» **AIM OF THE TASK**:
Whatever the data contains, copy all of it exactly.

Saved entries
- - -

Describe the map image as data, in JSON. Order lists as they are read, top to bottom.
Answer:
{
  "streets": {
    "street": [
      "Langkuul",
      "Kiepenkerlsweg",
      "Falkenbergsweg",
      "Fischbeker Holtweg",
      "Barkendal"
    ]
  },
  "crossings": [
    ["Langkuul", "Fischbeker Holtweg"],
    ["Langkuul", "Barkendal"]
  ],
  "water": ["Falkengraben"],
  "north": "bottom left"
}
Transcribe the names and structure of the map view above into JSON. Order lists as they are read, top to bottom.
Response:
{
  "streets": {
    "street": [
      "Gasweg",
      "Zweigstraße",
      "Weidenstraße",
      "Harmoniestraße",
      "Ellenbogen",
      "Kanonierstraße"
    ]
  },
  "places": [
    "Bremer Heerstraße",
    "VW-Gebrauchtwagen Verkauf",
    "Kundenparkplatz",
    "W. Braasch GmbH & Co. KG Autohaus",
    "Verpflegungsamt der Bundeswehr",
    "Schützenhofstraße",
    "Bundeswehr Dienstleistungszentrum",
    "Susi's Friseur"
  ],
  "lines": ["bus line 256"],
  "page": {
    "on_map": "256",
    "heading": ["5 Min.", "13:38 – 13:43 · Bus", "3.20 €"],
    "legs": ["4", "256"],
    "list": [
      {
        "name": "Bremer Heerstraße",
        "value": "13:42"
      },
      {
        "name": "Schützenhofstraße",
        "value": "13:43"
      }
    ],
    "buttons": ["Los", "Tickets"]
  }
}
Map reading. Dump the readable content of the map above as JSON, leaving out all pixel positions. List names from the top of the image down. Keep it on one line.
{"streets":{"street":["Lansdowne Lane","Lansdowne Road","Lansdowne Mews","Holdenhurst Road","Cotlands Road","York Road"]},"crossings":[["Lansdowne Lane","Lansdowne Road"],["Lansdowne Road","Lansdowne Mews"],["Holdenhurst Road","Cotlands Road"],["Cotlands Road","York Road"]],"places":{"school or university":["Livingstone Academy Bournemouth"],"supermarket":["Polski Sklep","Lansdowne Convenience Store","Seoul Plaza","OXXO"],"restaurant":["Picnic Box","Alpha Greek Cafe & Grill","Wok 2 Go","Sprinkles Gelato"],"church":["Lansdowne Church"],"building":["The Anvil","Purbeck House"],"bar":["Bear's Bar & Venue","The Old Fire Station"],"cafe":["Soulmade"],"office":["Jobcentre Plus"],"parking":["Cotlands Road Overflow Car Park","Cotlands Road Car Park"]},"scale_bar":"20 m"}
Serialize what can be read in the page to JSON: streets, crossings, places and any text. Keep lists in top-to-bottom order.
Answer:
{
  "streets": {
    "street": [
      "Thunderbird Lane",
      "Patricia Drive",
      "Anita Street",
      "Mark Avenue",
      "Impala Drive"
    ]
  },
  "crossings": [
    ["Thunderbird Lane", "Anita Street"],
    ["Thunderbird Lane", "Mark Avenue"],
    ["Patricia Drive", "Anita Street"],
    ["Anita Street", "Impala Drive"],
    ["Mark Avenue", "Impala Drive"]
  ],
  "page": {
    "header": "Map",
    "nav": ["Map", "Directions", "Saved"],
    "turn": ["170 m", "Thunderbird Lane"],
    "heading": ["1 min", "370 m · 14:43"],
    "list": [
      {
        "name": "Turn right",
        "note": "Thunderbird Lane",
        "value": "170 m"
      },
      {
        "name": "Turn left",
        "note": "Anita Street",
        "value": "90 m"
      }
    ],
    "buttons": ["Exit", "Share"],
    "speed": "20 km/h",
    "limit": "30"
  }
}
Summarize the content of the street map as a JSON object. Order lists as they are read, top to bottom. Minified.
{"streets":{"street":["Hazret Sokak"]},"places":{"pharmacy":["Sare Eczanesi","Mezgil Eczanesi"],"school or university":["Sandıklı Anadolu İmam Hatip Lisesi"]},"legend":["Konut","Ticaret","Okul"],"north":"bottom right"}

- - -

» **WRITTEN ANSWER**:
Describe the map image as data, in JSON. Order lists as they are read, top to bottom.
Answer:
{
  "streets": {
    "street": [
      "Langkuul",
      "Kiepenkerlsweg",
      "Falkenbergsweg",
      "Fischbeker Holtweg",
      "Barkendal"
    ]
  },
  "crossings": [
    ["Langkuul", "Fischbeker Holtweg"],
    ["Langkuul", "Barkendal"]
  ],
  "water": ["Falkengraben"],
  "north": "bottom left"
}
Transcribe the names and structure of the map view above into JSON. Order lists as they are read, top to bottom.
Response:
{
  "streets": {
    "street": [
      "Gasweg",
      "Zweigstraße",
      "Weidenstraße",
      "Harmoniestraße",
      "Ellenbogen",
      "Kanonierstraße"
    ]
  },
  "places": [
    "Bremer Heerstraße",
    "VW-Gebrauchtwagen Verkauf",
    "Kundenparkplatz",
    "W. Braasch GmbH & Co. KG Autohaus",
    "Verpflegungsamt der Bundeswehr",
    "Schützenhofstraße",
    "Bundeswehr Dienstleistungszentrum",
    "Susi's Friseur"
  ],
  "lines": ["bus line 256"],
  "page": {
    "on_map": "256",
    "heading": ["5 Min.", "13:38 – 13:43 · Bus", "3.20 €"],
    "legs": ["4", "256"],
    "list": [
      {
        "name": "Bremer Heerstraße",
        "value": "13:42"
      },
      {
        "name": "Schützenhofstraße",
        "value": "13:43"
      }
    ],
    "buttons": ["Los", "Tickets"]
  }
}
Map reading. Dump the readable content of the map above as JSON, leaving out all pixel positions. List names from the top of the image down. Keep it on one line.
{"streets":{"street":["Lansdowne Lane","Lansdowne Road","Lansdowne Mews","Holdenhurst Road","Cotlands Road","York Road"]},"crossings":[["Lansdowne Lane","Lansdowne Road"],["Lansdowne Road","Lansdowne Mews"],["Holdenhurst Road","Cotlands Road"],["Cotlands Road","York Road"]],"places":{"school or university":["Livingstone Academy Bournemouth"],"supermarket":["Polski Sklep","Lansdowne Convenience Store","Seoul Plaza","OXXO"],"restaurant":["Picnic Box","Alpha Greek Cafe & Grill","Wok 2 Go","Sprinkles Gelato"],"church":["Lansdowne Church"],"building":["The Anvil","Purbeck House"],"bar":["Bear's Bar & Venue","The Old Fire Station"],"cafe":["Soulmade"],"office":["Jobcentre Plus"],"parking":["Cotlands Road Overflow Car Park","Cotlands Road Car Park"]},"scale_bar":"20 m"}
Serialize what can be read in the page to JSON: streets, crossings, places and any text. Keep lists in top-to-bottom order.
Answer:
{
  "streets": {
    "street": [
      "Thunderbird Lane",
      "Patricia Drive",
      "Anita Street",
      "Mark Avenue",
      "Impala Drive"
    ]
  },
  "crossings": [
    ["Thunderbird Lane", "Anita Street"],
    ["Thunderbird Lane", "Mark Avenue"],
    ["Patricia Drive", "Anita Street"],
    ["Anita Street", "Impala Drive"],
    ["Mark Avenue", "Impala Drive"]
  ],
  "page": {
    "header": "Map",
    "nav": ["Map", "Directions", "Saved"],
    "turn": ["170 m", "Thunderbird Lane"],
    "heading": ["1 min", "370 m · 14:43"],
    "list": [
      {
        "name": "Turn right",
        "note": "Thunderbird Lane",
        "value": "170 m"
      },
      {
        "name": "Turn left",
        "note": "Anita Street",
        "value": "90 m"
      }
    ],
    "buttons": ["Exit", "Share"],
    "speed": "20 km/h",
    "limit": "30"
  }
}
Summarize the content of the street map as a JSON object. Order lists as they are read, top to bottom. Minified.
{"streets":{"street":["Hazret Sokak"]},"places":{"pharmacy":["Sare Eczanesi","Mezgil Eczanesi"],"school or university":["Sandıklı Anadolu İmam Hatip Lisesi"]},"legend":["Konut","Ticaret","Okul"],"north":"bottom right"}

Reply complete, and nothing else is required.